Non nutro alcuna stima per la maggior parte delle ONG, ma che a bordo della nave ci fossero armi e armati, be' come ha sottolineato Falecius, e' una giustificazione estremamente labile, e non v'e' dubbio che l'abbordaggio israeliano presenta molti punti oscuri.
Fra l'altro resta da stabilre se l'attacco sia avvenuto all'interno della zona di esclusione di 20 miglia, che rientra nei confini dell'embargo, o come sostengono diverse fonti attendibili e imparziali, a 40 miglia dalla costa, quindi ben oltre quel limite.
Tuttavia, anche la Turchia deve fornire qualche spiegazione, perche' anche in questo caso c'e' qualche conto che non mi torna.
Il premier Erdogan ha osservato giustamente che l'attacco e' equiparabile a un attacco alla sovranita' turca, poiche' e' avvenuto su una nave turca .
E come recita il diritto internazionale le ambasciate, gli aereoplani, e le navi battenti la propria bandiera nazionale, sono parte integrante del territorio di quella nazione.
Sempre base alle leggi internazionali, qualunque paese ha il diritto di fermare e perquisire vascelli diretti a un paese nemico, prima di lasciarli attraccare a quel porto, anche se in questo caso Israele avrebbe dovuto prima chiedere il permesso al governo turco, trattandosi di una nave di quel paese.
Sulla nave turca Marmara viaggiava una ONG turca. E i rapporti fra Turchia e Israele - un tempo alleati, e che hanno ancora accordi di cooperazione strategica - sono da tempo pessimi.
E guarda caso, il casino e' scoppiato su una nave turca. Sulle altre - stando alle notizie arrivate finora - non e' accaduto nulla.
Ora: intorno a Gaza esiste un "cordone sanitario" - leggi embargo - decretato dal governo israeliano, dal momento che Hamas e Israele sono in guerra.
Non mi interessa discutere della legittimita' di tale embargo: non e' questo il punto.
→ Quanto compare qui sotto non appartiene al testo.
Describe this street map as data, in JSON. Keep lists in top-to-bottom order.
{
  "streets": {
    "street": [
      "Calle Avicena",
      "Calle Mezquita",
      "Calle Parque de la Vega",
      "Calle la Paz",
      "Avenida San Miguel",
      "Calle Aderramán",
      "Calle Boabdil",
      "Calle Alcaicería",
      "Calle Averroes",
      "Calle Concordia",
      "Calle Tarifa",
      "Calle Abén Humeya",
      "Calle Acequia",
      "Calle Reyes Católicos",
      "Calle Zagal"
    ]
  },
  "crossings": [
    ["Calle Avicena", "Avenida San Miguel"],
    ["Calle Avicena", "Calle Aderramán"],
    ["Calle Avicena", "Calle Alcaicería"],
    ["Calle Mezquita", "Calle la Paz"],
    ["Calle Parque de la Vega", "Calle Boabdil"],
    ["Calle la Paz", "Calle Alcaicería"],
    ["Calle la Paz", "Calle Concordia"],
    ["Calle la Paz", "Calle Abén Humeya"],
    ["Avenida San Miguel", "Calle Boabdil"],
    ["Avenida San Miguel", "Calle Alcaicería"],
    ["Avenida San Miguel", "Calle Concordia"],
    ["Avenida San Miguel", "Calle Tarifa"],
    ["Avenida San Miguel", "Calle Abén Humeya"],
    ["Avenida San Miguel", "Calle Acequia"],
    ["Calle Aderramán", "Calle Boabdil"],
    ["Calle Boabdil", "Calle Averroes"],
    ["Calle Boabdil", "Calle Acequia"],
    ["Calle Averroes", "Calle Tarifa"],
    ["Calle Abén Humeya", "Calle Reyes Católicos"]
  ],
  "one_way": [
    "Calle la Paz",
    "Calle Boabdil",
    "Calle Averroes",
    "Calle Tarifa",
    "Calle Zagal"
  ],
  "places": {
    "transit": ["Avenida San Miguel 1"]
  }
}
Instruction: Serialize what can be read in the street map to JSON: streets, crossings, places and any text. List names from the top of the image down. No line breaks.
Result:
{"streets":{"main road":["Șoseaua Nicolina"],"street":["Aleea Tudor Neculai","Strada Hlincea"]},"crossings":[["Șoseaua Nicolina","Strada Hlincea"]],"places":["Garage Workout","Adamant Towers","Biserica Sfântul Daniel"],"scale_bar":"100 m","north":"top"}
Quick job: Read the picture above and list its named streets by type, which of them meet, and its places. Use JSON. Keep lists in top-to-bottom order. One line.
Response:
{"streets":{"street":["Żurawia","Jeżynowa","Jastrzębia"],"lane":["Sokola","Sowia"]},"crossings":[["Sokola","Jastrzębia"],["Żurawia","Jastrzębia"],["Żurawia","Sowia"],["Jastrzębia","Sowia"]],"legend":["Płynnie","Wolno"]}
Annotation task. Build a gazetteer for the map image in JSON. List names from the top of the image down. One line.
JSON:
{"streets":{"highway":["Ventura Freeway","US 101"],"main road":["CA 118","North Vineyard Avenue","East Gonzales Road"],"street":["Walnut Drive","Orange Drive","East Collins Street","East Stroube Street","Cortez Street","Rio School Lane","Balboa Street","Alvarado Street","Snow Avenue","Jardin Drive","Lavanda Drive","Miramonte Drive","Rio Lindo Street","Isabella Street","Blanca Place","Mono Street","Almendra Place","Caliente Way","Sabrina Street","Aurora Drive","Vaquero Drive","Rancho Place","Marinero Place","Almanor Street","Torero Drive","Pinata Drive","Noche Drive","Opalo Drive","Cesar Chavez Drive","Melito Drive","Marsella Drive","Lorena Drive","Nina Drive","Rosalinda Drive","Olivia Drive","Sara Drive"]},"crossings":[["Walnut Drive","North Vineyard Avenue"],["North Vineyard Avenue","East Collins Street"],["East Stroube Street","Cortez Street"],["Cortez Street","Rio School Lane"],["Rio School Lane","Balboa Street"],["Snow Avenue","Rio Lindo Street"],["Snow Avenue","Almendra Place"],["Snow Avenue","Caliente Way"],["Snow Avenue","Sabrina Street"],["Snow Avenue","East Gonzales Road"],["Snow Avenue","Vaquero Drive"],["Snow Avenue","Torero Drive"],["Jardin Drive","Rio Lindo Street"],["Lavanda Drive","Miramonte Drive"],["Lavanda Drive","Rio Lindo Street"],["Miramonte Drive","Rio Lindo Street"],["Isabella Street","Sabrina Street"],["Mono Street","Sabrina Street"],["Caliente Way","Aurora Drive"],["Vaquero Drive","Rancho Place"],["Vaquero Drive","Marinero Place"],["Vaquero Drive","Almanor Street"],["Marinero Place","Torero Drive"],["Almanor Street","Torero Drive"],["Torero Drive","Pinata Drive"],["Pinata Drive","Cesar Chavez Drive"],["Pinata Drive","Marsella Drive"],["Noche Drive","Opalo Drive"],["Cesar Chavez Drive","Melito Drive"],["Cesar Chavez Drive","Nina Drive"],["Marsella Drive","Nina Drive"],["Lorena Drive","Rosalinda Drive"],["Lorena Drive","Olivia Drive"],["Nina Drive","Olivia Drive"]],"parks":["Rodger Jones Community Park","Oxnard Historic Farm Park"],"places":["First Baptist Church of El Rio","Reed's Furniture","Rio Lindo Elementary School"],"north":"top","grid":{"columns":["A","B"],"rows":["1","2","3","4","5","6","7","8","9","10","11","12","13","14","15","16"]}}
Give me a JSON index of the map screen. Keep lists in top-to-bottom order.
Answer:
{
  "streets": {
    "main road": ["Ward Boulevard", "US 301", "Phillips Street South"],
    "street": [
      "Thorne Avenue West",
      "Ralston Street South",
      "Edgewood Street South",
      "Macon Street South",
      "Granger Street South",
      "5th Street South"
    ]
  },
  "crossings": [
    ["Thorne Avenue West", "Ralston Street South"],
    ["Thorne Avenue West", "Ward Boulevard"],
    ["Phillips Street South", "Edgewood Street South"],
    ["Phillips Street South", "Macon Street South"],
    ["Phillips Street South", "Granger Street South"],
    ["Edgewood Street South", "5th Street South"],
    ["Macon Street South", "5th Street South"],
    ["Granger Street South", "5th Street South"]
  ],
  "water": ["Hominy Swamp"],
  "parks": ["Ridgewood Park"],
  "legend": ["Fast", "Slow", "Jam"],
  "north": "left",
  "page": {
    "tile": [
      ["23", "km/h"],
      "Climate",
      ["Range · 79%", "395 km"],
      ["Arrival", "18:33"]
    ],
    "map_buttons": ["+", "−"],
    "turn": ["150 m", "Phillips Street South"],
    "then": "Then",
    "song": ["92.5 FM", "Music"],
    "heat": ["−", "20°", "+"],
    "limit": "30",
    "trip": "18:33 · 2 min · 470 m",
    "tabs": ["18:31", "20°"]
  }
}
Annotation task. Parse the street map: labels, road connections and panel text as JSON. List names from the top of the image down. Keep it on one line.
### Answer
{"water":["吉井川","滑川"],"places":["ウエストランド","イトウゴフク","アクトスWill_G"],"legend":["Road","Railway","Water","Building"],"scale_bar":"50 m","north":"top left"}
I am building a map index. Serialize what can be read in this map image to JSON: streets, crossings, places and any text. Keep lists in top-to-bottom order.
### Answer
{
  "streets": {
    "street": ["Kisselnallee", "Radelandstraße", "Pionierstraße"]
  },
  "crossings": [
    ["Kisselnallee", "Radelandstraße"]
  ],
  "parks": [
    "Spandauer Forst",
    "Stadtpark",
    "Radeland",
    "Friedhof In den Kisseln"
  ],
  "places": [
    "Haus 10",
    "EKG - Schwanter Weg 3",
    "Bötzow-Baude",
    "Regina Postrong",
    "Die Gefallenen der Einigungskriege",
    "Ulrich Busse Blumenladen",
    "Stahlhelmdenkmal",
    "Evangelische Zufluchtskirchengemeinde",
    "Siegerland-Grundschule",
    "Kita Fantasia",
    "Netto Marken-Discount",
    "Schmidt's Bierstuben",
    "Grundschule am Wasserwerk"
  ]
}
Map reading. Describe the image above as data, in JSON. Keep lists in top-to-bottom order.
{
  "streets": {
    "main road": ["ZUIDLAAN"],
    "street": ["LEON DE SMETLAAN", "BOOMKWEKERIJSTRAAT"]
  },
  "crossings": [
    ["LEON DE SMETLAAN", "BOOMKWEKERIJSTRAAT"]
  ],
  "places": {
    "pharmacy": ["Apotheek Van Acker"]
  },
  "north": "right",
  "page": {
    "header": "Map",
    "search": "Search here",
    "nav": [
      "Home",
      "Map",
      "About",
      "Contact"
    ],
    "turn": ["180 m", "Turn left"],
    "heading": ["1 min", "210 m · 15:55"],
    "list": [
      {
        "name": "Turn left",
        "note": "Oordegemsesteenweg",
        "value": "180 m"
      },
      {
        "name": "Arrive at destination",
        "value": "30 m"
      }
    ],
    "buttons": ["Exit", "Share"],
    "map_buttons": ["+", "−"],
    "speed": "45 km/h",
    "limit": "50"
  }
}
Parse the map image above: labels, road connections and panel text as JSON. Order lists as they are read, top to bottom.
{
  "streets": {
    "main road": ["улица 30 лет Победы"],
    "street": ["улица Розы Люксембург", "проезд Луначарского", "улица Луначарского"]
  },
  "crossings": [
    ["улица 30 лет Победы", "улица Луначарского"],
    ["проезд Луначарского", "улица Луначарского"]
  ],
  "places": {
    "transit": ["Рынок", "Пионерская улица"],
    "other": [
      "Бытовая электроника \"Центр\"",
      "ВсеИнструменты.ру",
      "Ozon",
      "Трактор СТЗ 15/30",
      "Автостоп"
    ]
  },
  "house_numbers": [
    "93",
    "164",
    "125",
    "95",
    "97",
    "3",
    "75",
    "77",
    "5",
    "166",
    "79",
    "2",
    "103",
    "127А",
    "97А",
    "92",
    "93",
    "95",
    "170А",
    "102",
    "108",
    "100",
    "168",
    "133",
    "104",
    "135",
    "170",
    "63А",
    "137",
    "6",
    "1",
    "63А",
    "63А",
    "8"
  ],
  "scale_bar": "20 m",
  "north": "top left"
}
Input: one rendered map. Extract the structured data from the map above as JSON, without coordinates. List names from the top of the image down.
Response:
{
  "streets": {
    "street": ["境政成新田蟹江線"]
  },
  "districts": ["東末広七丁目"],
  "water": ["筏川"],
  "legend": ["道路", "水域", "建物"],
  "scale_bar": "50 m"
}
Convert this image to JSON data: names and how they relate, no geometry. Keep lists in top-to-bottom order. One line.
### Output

Il governo Netanyahu a mio avviso - e l'avevo gia' detto - sta commettendo gravi errori nei confronti dei palestinesi.
I vascelli della flottiglia pacifista, compreso quello turco, sono salpati da un porto turco e i membri delle ONG erano stati correttamente perquisiti dalle autorita' doganali turche.
Ergo, il governo turco sapeva che una nave battente bandiera turca stava per forzare il blocco esistente fra due stati in guerra, ergo si trattava di una iniziativa se non ufficiale, quantomeno approvata dal governo di Ankara, che di conseguenza si apprestava a intervenire in un conflitto in cui non e' coinvolto, forzando il blocco imposto da uno dei due contendenti, e assumendo cosi', quella che inevitabilmente e' una presa di posizione ufficiale a favore di uno dei due schieramenti.
Cosi' come la flottiglia era stata avvertita nei giorni precedenti - e su questo ci sono le prove - dalle autorita' militari israeliane, che sarebbe stata fermata, e che le sarebbe stato probabilmente impedito di proseguire.
Durante la Grande Carestia irlandese, come ho scritto nell'altro post, il sultano turco invio' aiuti agli irlandesi, in barba al rifiuto del governo britannico, violando quelle che all'epoca erano acque territoriali britanniche.
Fu un gesto coraggioso, umanitario e lodevole, ma a differenza di Erdogan, il sultano Abdulmecid decise deliberatamente di rischiare un incidente diplomatico piuttosto grave, e di assumersene le conseguenze.
Sapeva che se fosso successo qualcosa di simile a quello che e' successo oggi, avrebbe dovuto risponderne, perche' stava violando le acque territoriali britanniche.
E va comunque sottolineato che non esisteva un conflitto fra Gran Bretagna e Irlanda, e che quest'ultima, all'epoca, faceva parte del territorio metropolitano inglese.
Gli inglesi chiusero un occhio e la faccenda fini' li', ma dubito che se durante la Prima Guerra Mondiale, una nave svedese, carica di pacifisti svedesi, avesse voluto trasportare derrate alimentari ai tedeschi che facevano la fame a causa del blocco navale imposto dai britannici, il primo ministro LLyod-George l'avrebbe fatta passare.
E se gli svedesi avessero provato a forzare il blocco, cio' sarebbe equivalso a una discesa in campo del governo svedese a favore della Germania, con tutte le conseguenze del caso.
Se riesplodesse il conflitto greco-turco a Cipro e la Turchia decretasse un embargo intorno all'isola, dubito che qualsiasi governo europeo permetterebbe a una nave battente la propria bandiera nazionale di violare l'embargo, senza a monte, una precisa presa di posizione diplomatica e politica.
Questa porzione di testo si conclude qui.